Conventionally, for the light source of such a coherent anti-Stokes Raman scattering microscope, a picosecond pulsed laser having two different frequencies of relatively narrow frequency spectral bands has been used. In a state where the frequency difference between these two picosecond pulsed laser beams is adjusted to correspond to the specific molecular vibration frequency in the specimen, light is focused on the specimen surface. At this time, in an extremely narrow space of a high photon density spreading in the vicinity of the focal plane, the frequency difference between these two picosecond pulsed laser beams resonates with the specific molecular vibration frequency to thereby generate strong coherent anti-Stokes Raman scattering light. This coherent anti-Stokes Raman scattering light has a higher frequency (that is to say, a shorter wavelength) than the frequencies of the irradiated two picosecond pulsed laser beams. Accordingly, the molecule in the specimen can be observed by spectrally selecting and detecting this coherent anti-Stokes Raman scattering light alone.
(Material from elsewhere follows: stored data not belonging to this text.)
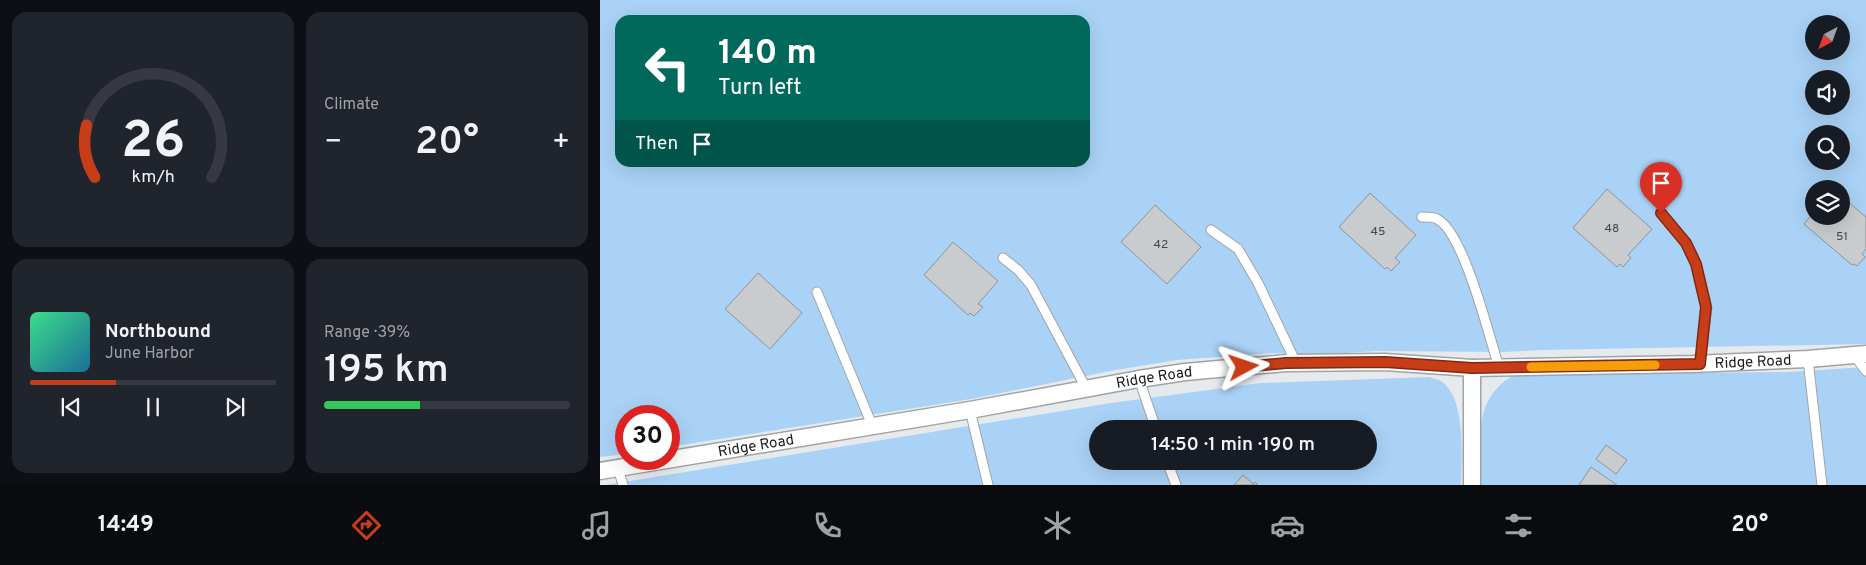 <!DOCTYPE html>
<meta charset="utf-8">
<style>
:root{--surface:#171b24;--page:#20242c;--text:#f1f3f6;--muted:#9ea1a6;--line:#363941;--accent:#c73d18}
body{margin:0;font-family:Overpass,sans-serif;background:var(--page);color:var(--text);height:100vh;display:flex;flex-direction:column;font-size:19px;white-space:nowrap}
*{box-sizing:border-box;margin:0}
p{font-size:16px;color:var(--muted)}
.icon{flex:none;width:28px;height:28px;fill:none;stroke:currentColor;stroke-width:2;stroke-linecap:round;stroke-linejoin:round}
.map{position:relative;flex:1;overflow:hidden}
.sheet{display:flex;flex-direction:column;gap:12px;padding:12px;background:#0d0f14;width:600px}
.sheet>*{flex:none}
.hud{position:absolute;left:15px;top:15px;width:475px;height:152px;border-radius:15px;box-shadow:0 5px 20px #0002;background:#00695c;color:#fff;overflow:hidden}
.needle{width:32px;rotate:221deg}
.fabs{position:absolute;left:1205px;top:15px;display:grid;gap:10px}
.fabs a{display:grid;place-items:center;width:45px;height:45px;border-radius:50%;background:var(--surface);box-shadow:0 5px 20px #0002;font-size:25px}
.speed{position:absolute;left:15px;top:405px;display:flex;gap:10px;font-size:25px;font-weight:700;text-align:center}
.speed>*{display:grid;place-content:center;width:65px;height:65px;border-radius:50%;background:var(--surface);box-shadow:0 5px 20px #0002;line-height:1}
.speed .limit{border:8px solid #d22;background:#fff;color:#111}
.pin{position:absolute;display:grid;place-items:center;width:42px;height:42px;color:#fff;margin:-51px -21px;border-radius:50% 50% 50% 0;rotate:-45deg;box-shadow:0 0 5px #0007}
.pin .icon{rotate:45deg}
.me{position:absolute;width:55px;margin:-28px;rotate:85deg;stroke-linejoin:round;filter:drop-shadow(0 0 4px #0008)}
.turn{display:flex;align-items:center;gap:18px;height:105px;padding:0 20px;font-size:22px}
.turn .icon{width:65px;height:65px;stroke-width:2.5}
.turn b{display:block;font-size:35px;line-height:42px}
.then{display:flex;align-items:center;height:48px;padding:0 20px;background:#0003;gap:10px;font-size:19px}
.big{font-size:38px;font-weight:600;line-height:1.1}
.sheet .widget{flex:1;display:flex;flex-direction:column;justify-content:center;gap:8px;min-width:0;padding:0 18px;border-radius:15px;background:var(--page)}
.sheet .dial{align-items:center;gap:0}
.dial svg{height:130px;overflow:visible;fill:none;stroke:var(--line);stroke-width:7;stroke-linecap:round;text-anchor:middle}
.dial text{fill:var(--text);stroke:none}
.song{display:flex;align-items:center;gap:15px}
.cover{width:60px;height:60px;border-radius:8px;background:linear-gradient(135deg,hsl(150 70% 55%),hsl(200 70% 35%))}
.played{height:5px;border-radius:2px;background:linear-gradient(90deg,var(--accent) 35%,var(--line) 35%)}
.keys{display:flex;justify-content:space-around;direction:ltr}
.heat{display:flex;justify-content:space-between;align-items:center;font-size:28px;direction:ltr}
.charge{height:8px;border-radius:4px;background:linear-gradient(90deg,#34c759 39%,var(--line) 0)}
.sheet .tiles{flex:1;display:grid;gap:12px;grid-template-columns:repeat(2,1fr)}
.trip{position:absolute;left:489px;top:420px;width:288px;height:50px;border-radius:25px;background:var(--surface);box-shadow:0 5px 20px #0002;font-weight:600;line-height:50px;text-align:center}
.menu{display:flex;height:80px;justify-content:space-around;align-items:center;background:#090b0e;color:var(--muted)}
.menu .icon{width:35px;height:35px}
.menu .active{color:var(--accent)}
.menu b{font-size:22px;color:var(--text)}
main{display:flex;flex:1;min-height:0}
.map>svg:first-child{display:block}
</style>
<main>
<section class="sheet">
<div class="tiles">
<div class="widget dial"><svg viewBox="0 0 100 80">
<path d="M14 69A42 42 0 1 1 86 69"/>
<path d="M14 69A42 42 0 0 1 9 37" stroke="#c73d18"/>
<text x="50" y="56" font-size="32" font-weight="700">26</text>
<text x="50" y="72" font-size="11">km/h</text>
</svg></div>
<div class="widget"><p>Climate</p>
<div class="heat"><a>−</a><b class="big">20°</b><a>+</a></div>
</div>
<div class="widget">
<div class="song"><i class="cover"></i><div><b>Northbound</b><p>June Harbor</p></div></div>
<div class="played"></div>
<div class="keys"><svg class="icon" aria-label="previous" viewBox="0 0 24 24"><path d="M18 5L8 12l10 7zM5 5v14"/></svg><svg class="icon" aria-label="pause" viewBox="0 0 24 24"><path d="M8 5v14M16 5v14"/></svg><svg class="icon" aria-label="next" viewBox="0 0 24 24"><path d="M6 5l10 7-10 7zM19 5v14"/></svg></div>
</div>
<div class="widget"><p>Range · 39%</p><b class="big">195 km</b><div class="charge"></div></div>
</div>
</section>
<div class="map">
<svg width="1266" height="485" viewBox="0 0 1266 485">
<rect width="100%" height="100%" fill="#e7eaed"/>
<path fill="#a9d2f6" fill-rule="evenodd" d="M0,0h1266v344l-323,6 -39,2 -128,-1 -64,4 -38,-2 -97,7 -61,10 -145,29 -302,48v-31h-43v38l-26,3zM20,20h465v142h-465zM1214,24h27v27h-27zM1214,79h27v27h-27zM1214,134h27v27h-27zM1214,189h27v27h-27z
M1266,367v118h-386c-1,-25 -4,-68 11,-89 6,-9 14,-16 23,-21l274,-3z
M830,377c3,2 8,2 11,4 26,18 20,76 20,104h-856l506,-82 150,-20zM498,429h270v32h-270z"/>
<path fill="#c8ccce" stroke="#909396" d="M1007,189l45,40 -24,26 3,3 -8,9 -3,-3 -3,3 -44,-39z
M770,193l46,42 -21,23 5,4 -9,9 -4,-4 -2,2 -46,-42z
M1241,196l25,21v32l-4,5 3,3 -8,9 -3,-2 -2,1 -48,-41 10,-12v4h27z
M555,205l46,42 -34,37 -46,-42z
M353,242l45,39 -20,23 5,3 -9,9 -4,-3 -2,2 -44,-40z
M158,273l44,40 -32,36 -45,-40z
M1006,445l21,15 -11,14 -20,-15z
M991,467l26,18h-38z
M643,475l10,9 2,-2 3,3h-24z"/>
<g fill="none" stroke-linecap="round" stroke-linejoin="round">
<defs>
<path id="service" d="M1061,213l25,30 10,21 11,43 -7,57
M822,217c4,0 12,0 15,2 27,13 52,118 62,148
M611,230l27,19 20,34 38,80
M403,258l15,12 13,15 55,103
M217,292l55,133
M1254,355l12,16
M1208,359l14,126
M539,379l17,50
M370,410l18,75
M567,461l9,24
M18,468l5,17"/>
<g id="minor">
<path d="M872,368v117"/>
<path id="s1" d="M0,471l370,-61 169,-31 46,-7 102,-9 98,-1 87,6 221,-4 115,-5 58,-5"/>
</g>
</defs>
<use href="#service" stroke="#a0a3a6" stroke-width="11"/>
<use href="#minor" stroke="#a0a3a6" stroke-width="19"/>
<use href="#service" stroke="#fff" stroke-width="9"/>
<use href="#minor" stroke="#fff" stroke-width="16"/>
</g>
<g fill="none" stroke-linecap="round" stroke-linejoin="round">
<defs>
<path id="route" d="M644,367l42,-4 99,-1 87,6 228,-4 6,-57 -10,-43 -10,-21 -25,-30"/>
</defs>
<use href="#route" stroke="#812810" stroke-width="12"/>
<use href="#route" stroke="#c73d18" stroke-width="9"/>
<path stroke="#f59e0b" stroke-width="9" d="M931,367l124,-2"/>
</g>
<g text-anchor="middle" stroke-width="4.5" stroke-linejoin="round" paint-order="stroke">
<g font-size="12" fill="#454648">
<text x="1012" y="232">48</text>
<text x="778" y="235">45</text>
<text x="1242" y="240">51</text>
<text x="561" y="248">42</text>
</g>
<g font-size="15" fill="#191a1b" stroke="#f4f8fb">
<text dy="5" stroke="none"><textPath href="#s1" startOffset="1162">Ridge Road</textPath></text>
<text dy="5" stroke="none"><textPath href="#s1" startOffset="562">Ridge Road</textPath></text>
<text dy="5" stroke="none"><textPath href="#s1" startOffset="158">Ridge Road</textPath></text>
</g>
</g>
</svg>
<div class="fabs">
<a><svg class="needle" viewBox="-14 -14 28 28"><path d="M0-13l5 13h-10z" fill="#e53935"/><path d="M0 13l5-13h-10z" fill="#9ea1a6"/></svg></a>
<a><svg class="icon" aria-label="sound" viewBox="0 0 24 24"><path d="M4 9h4l5-4v14l-5-4H4zM17 9q2 3 0 6"/></svg></a>
<a><svg class="icon" aria-label="search" viewBox="0 0 24 24"><circle cx="10" cy="10" r="6"/><path d="M15 15l6 6"/></svg></a>
<a><svg class="icon" aria-label="layers" viewBox="0 0 24 24"><path d="M12 4l9 5-9 5-9-5zM3 14l9 5 9-5"/></svg></a>
</div>
<div class="speed"><div class="limit">30</div></div>
<div class="pin" style="left:1061px;top:213px;background:#d93025"><svg class="icon" aria-label="arrive" viewBox="0 0 24 24"><path d="M6 21V4h12l-3 4 3 4H6"/></svg></div>
<svg class="me" style="left:644px;top:367px" viewBox="-20 -20 40 40"><path d="M0-17L14 15 0 8-14 15z" fill="#c73d18" stroke="#fff" stroke-width="4"/></svg>
<div class="trip">14:50 · 1 min · 190 m</div>
<div class="hud">
<div class="turn"><svg class="icon" aria-label="left" viewBox="0 0 24 24"><path d="M17 20v-9H6M10 6l-5 5 5 5"/></svg><div><b>140 m</b>Turn left</div></div>
<div class="then">Then<svg class="icon" aria-label="arrive" viewBox="0 0 24 24"><path d="M6 21V4h12l-3 4 3 4H6"/></svg></div>
</div>
</div>
</main>
<nav class="menu">
<b>14:49</b>
<svg class="icon active" aria-label="directions" viewBox="0 0 24 24"><path d="M12 3l9 9-9 9-9-9zM9 14v-3h6M13 9l2 2-2 2"/></svg>
<svg class="icon" aria-label="music" viewBox="0 0 24 24"><path d="M9 18V5l10-2v13"/><circle cx="6" cy="18" r="3"/><circle cx="16" cy="16" r="3"/></svg>
<svg class="icon" aria-label="phone" viewBox="0 0 24 24"><path d="M5 4h4l2 5-3 2q2 4 5 5l2-3 5 2v4C11 20 4 13 5 4z"/></svg>
<svg class="icon" aria-label="climate" viewBox="0 0 24 24"><path d="M12 3v18M4 7l16 10M4 17L20 7"/></svg>
<svg class="icon" aria-label="car" viewBox="0 0 24 24"><path d="M5 17H2v-5l4-1 3-4h7l3 4 3 1v5h-3M9 17h6M6 11h13"/><circle cx="7" cy="17" r="2"/><circle cx="17" cy="17" r="2"/></svg>
<svg class="icon" aria-label="filters" viewBox="0 0 24 24"><path d="M4 7h16M4 17h16"/><circle cx="9" cy="7" r="2"/><circle cx="15" cy="17" r="2"/></svg>
<b>20°</b>
</nav>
In addition, there is also known a multiphoton excitation type laser microscope in which femtosecond pulsed laser beams are focused on the specimen surface to thereby increase the photon density in an extremely narrow space spreading in the vicinity of the focal plane so as to cause multiphoton excitation of a fluorophore so that a sharp fluorescence image can be obtained (for example, refer to Japanese Unexamined Patent Application, Publication No. 2002-243641).
However, in order to efficiently generate coherent anti-Stokes Raman scattering light from a specific molecular vibration in the specimen using such a coherent anti-Stokes Raman scattering microscope, picosecond pulsed laser beams of narrow frequency bands (or, relatively broad pulse widths) need to be used. This is because that, when pulsed laser beams of broad frequency spectral bands are used, the frequency difference between these two pulsed laser beams may contain frequency difference components not corresponding to the specific molecular vibration frequency. These frequency difference components not corresponding to the specific molecular vibration frequency do not resonate with the specific molecular vibration frequency, and thus do not contribute to the generation of coherent anti-Stokes Raman scattering light. As a result, energies of two pulsed laser beams can not be efficiently utilized for the generation of coherent anti-Stokes Raman scattering light from the specific molecular vibration.
On the other hand, in the multiphoton excitation type laser microscope, for the purpose of increasing fluorescence excitation efficiency and of reducing the damage on the specimen to carry out the observation, femtosecond laser beams of broad frequency spectral bands (or, extremely narrow pulse widths) are used; in addition of which, these beams are in a state close to the Fourier-limited pulse. From the above reasons, the both observation methods with the coherent anti-Stokes Raman scattering microscope and the multiphoton excitation type laser microscope are different in the spec of pulsed laser beams to be used, and thus are difficult to achieve in a same microscope apparatus.